ECLI:NL:CRVB:2006:AW7190
Centrale Raad van Beroep
- Hoger beroep
- B.J. van der Net
- Rechtspraak.nl
Weigering van WW-uitkering wegens behoud van hoedanigheid als werknemer
In deze zaak heeft de Centrale Raad van Beroep op 27 april 2006 uitspraak gedaan in het hoger beroep van appellant, die een WW-uitkering had aangevraagd na het beëindigen van zijn functie als wetenschappelijk directeur van een besloten vennootschap. Appellant was sinds 1 april 1999 werkzaam als directeur en mede-eigenaar van de vennootschap, maar door het uitblijven van resultaten werd de financiering beëindigd en verviel zijn functie per 1 september 2004. Na het aanvragen van een WW-uitkering op 1 november 2004, weigerde het Uitvoeringsinstituut werknemersverzekeringen (Uwv) deze, omdat appellant niet als werknemer in de zin van de Werkloosheidswet (WW) kon worden beschouwd. Het Uwv stelde dat appellant zijn hoedanigheid van werknemer niet had behouden, aangezien hij op het moment van de aanvraag nog directeur-grootaandeelhouder was van zijn vennootschap.

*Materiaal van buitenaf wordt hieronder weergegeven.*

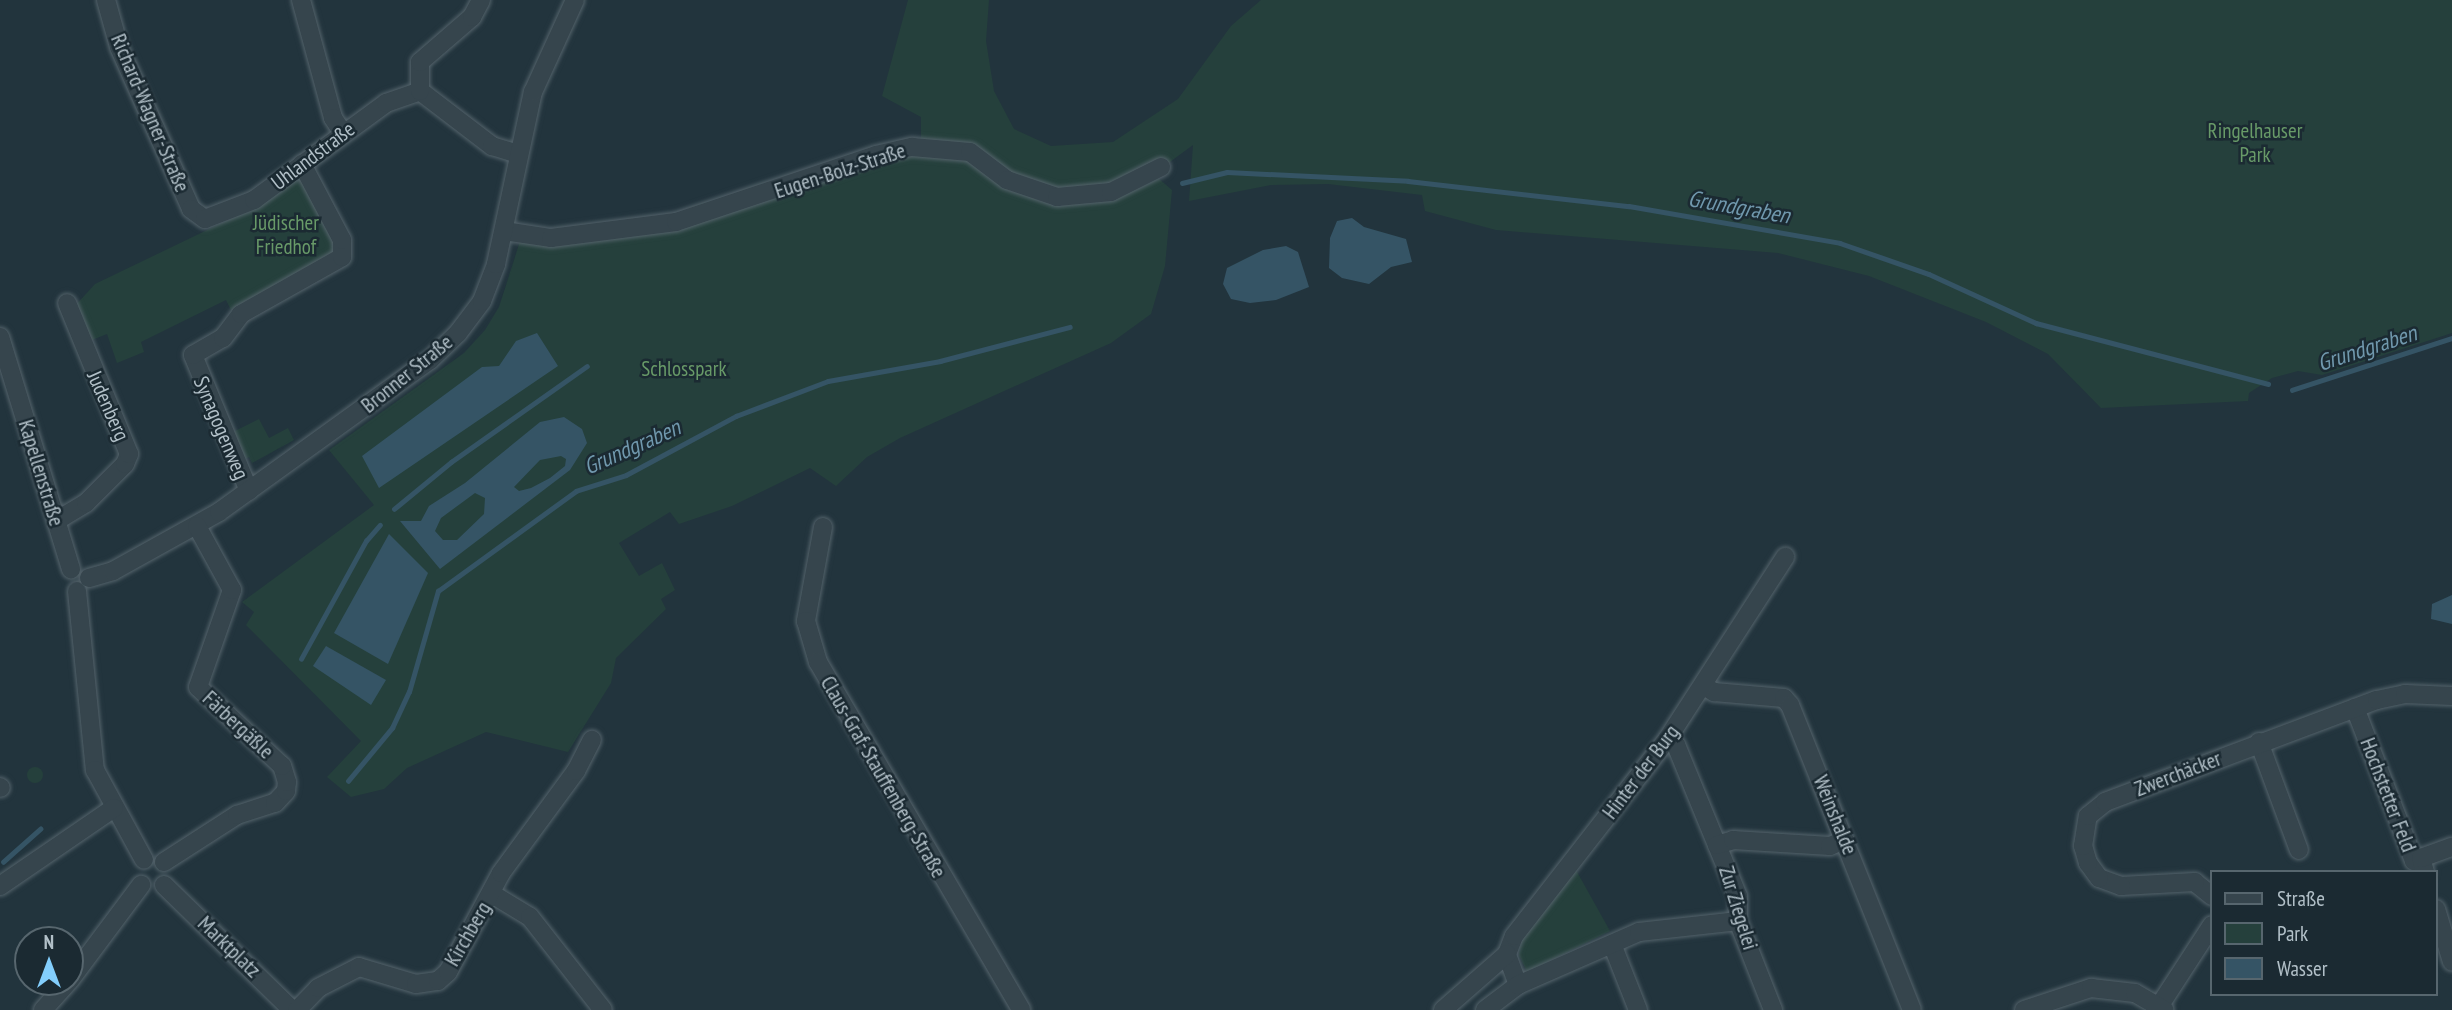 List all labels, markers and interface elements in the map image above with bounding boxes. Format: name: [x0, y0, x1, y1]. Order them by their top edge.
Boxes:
street label: Richard-Wagner-Straße: [105, 30, 195, 196]
street label: Uhlandstraße: [266, 117, 360, 195]
park label: Ringelhauser Park: [2208, 118, 2302, 168]
street label: Eugen-Bolz-Straße: [771, 138, 909, 204]
water label: Grundgraben: [1686, 184, 1792, 230]
park label: Jüdischer Friedhof: [253, 210, 319, 260]
water label: Grundgraben: [2314, 319, 2420, 377]
street label: Bronner Straße: [356, 330, 458, 418]
park label: Schlosspark: [641, 356, 727, 382]
street label: Judenberg: [81, 367, 135, 445]
street label: Synagogenweg: [188, 373, 254, 483]
water label: Grundgraben: [579, 414, 685, 480]
street label: Kapellenstraße: [13, 417, 69, 529]
street label: Claus-Graf-Stauffenberg-Straße: [815, 672, 951, 882]
street label: Färbergäßle: [197, 686, 279, 764]
street label: Hinter der Burg: [1597, 720, 1685, 824]
street label: Hochstetter Feld: [2355, 734, 2421, 856]
street label: Zwerchäcker: [2131, 746, 2225, 802]
street label: Weinshalde: [1808, 772, 1862, 858]
street label: Zur Ziegelei: [1713, 863, 1763, 953]
legend: [2210, 870, 2438, 996]
text: Straße: [2277, 885, 2325, 912]
street label: Kirchberg: [440, 897, 496, 971]
street label: Marktplatz: [192, 911, 266, 983]
text: Park: [2277, 920, 2308, 947]
north arrow: [14, 926, 84, 996]
text: N: [44, 930, 54, 954]
text: Wasser: [2277, 955, 2327, 982] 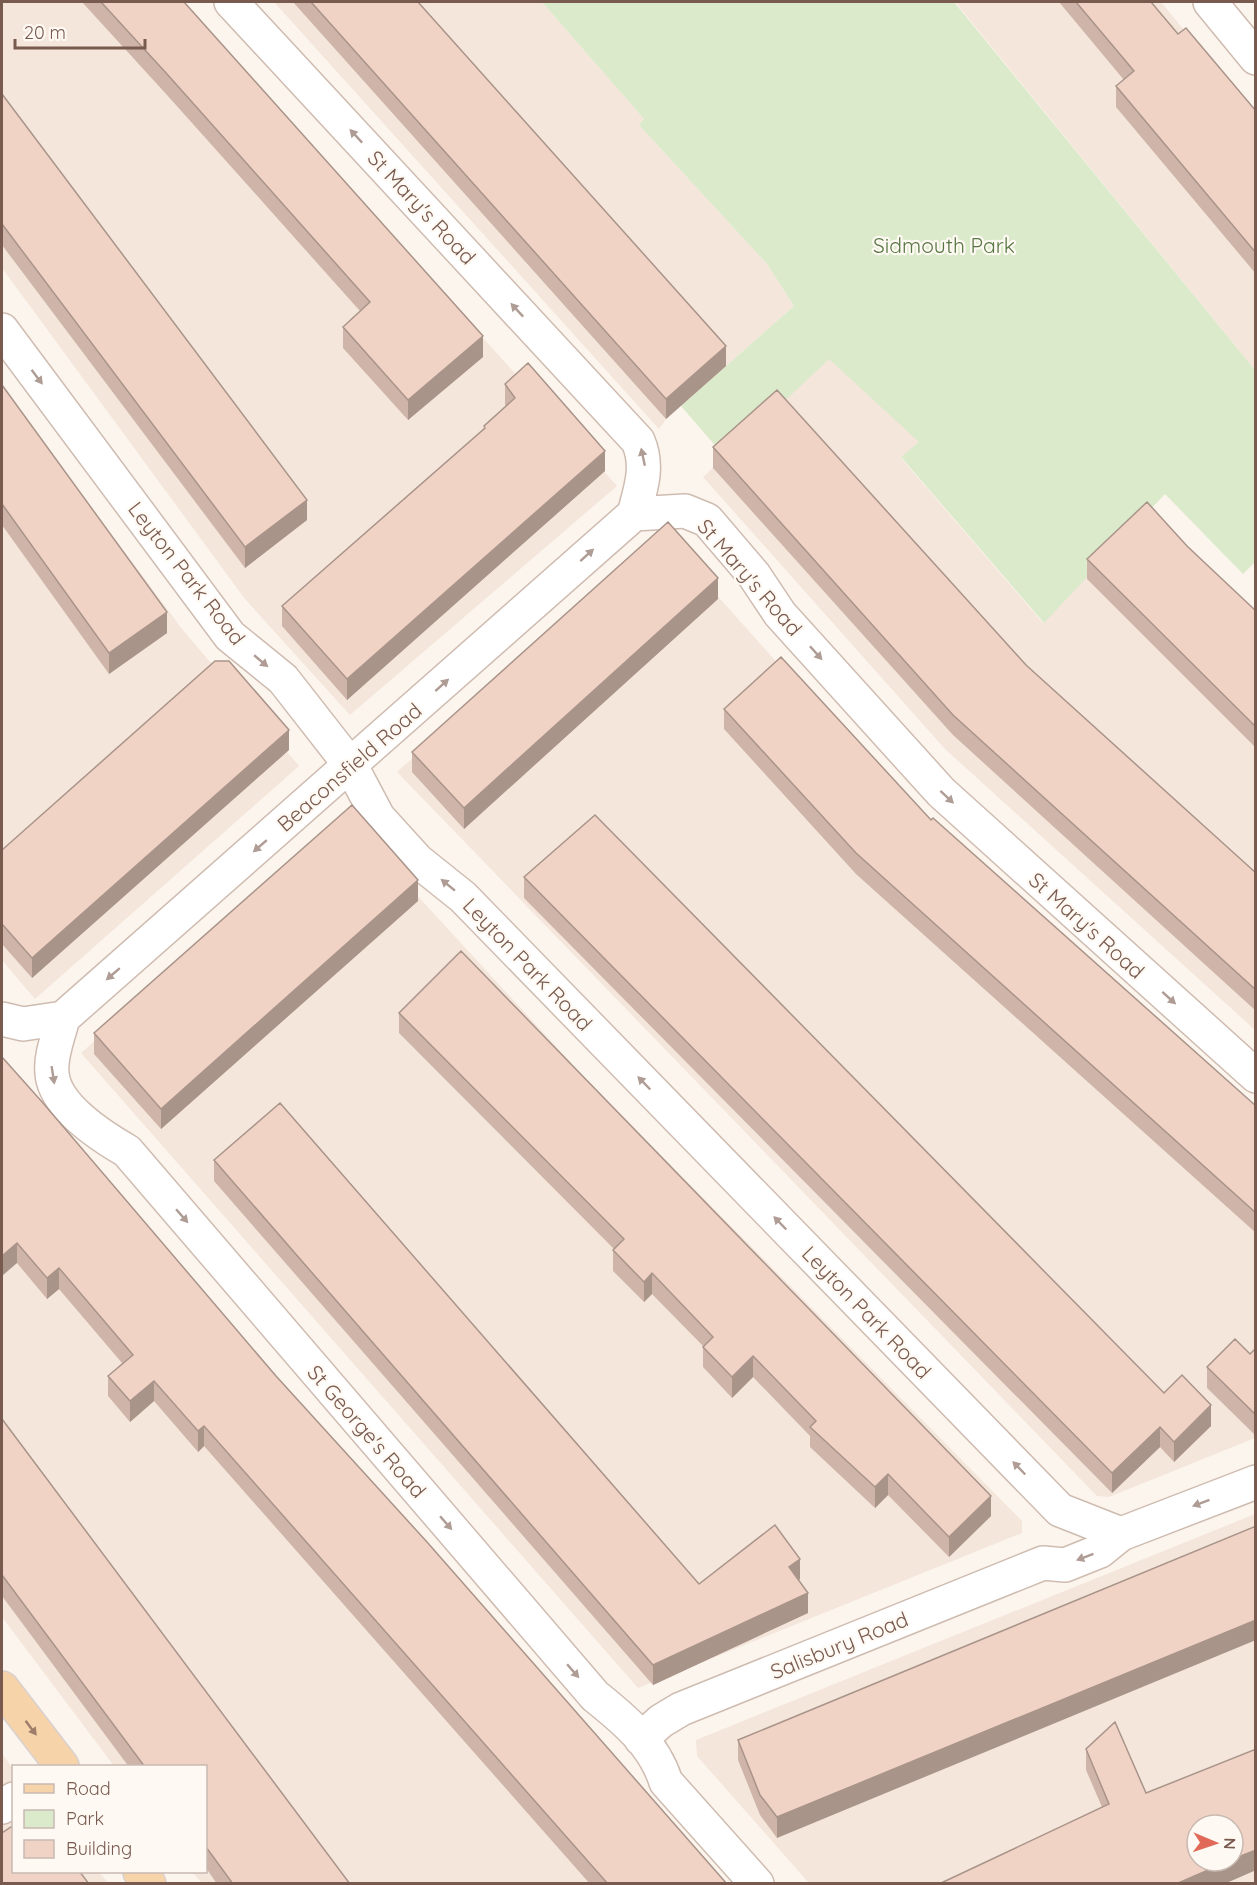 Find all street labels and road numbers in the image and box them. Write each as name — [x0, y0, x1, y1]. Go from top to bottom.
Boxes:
street label: St Mary's Road — [363, 145, 481, 269]
street label: Leyton Park Road — [123, 496, 251, 650]
street label: St Mary's Road — [692, 513, 808, 641]
street label: Beaconsfield Road — [271, 697, 427, 837]
street label: St Mary's Road — [1024, 866, 1150, 984]
street label: Leyton Park Road — [458, 892, 598, 1036]
street label: Leyton Park Road — [797, 1240, 937, 1384]
street label: St George's Road — [302, 1359, 432, 1503]
street label: Salisbury Road — [766, 1606, 912, 1684] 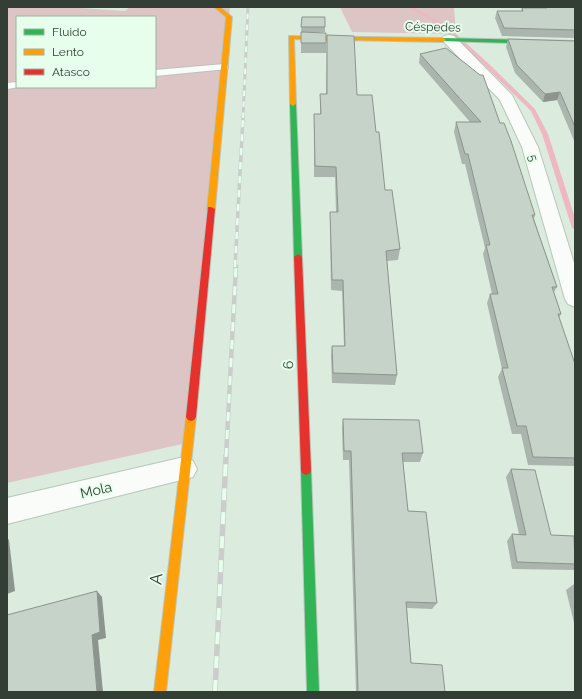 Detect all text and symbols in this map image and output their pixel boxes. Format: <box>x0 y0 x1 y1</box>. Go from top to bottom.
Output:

De rechtbank Groningen verklaarde het beroep tegen de beslissing van het Uwv ongegrond, waarop appellant hoger beroep instelde. In hoger beroep voerde appellant aan dat de rechtbank onvoldoende rekening had gehouden met informatie van het Uwv die zijn aanspraak op een uitkering zou ondersteunen. De Raad oordeelde echter dat er geen schriftelijke toezeggingen waren gedaan door het Uwv die verwachtingen bij appellant konden wekken. De Raad bevestigde de uitspraak van de rechtbank en oordeelde dat appellant in de periode tussen 1 september 2004 en 1 november 2004 als zelfstandig ondernemer had gefunctioneerd, wat zijn status als werknemer onder de WW beïnvloedde.
De Raad concludeerde dat appellant zijn werkzaamheden niet had beëindigd en dat hij derhalve niet in aanmerking kwam voor de WW-uitkering. De uitspraak van de rechtbank werd bevestigd, en de Raad zag geen aanleiding om toepassing te geven aan artikel 8:75 van de Algemene wet bestuursrecht, wat betreft de proceskosten. De uitspraak werd gedaan door B.J. van der Net, in tegenwoordigheid van griffier R.E. Lysen.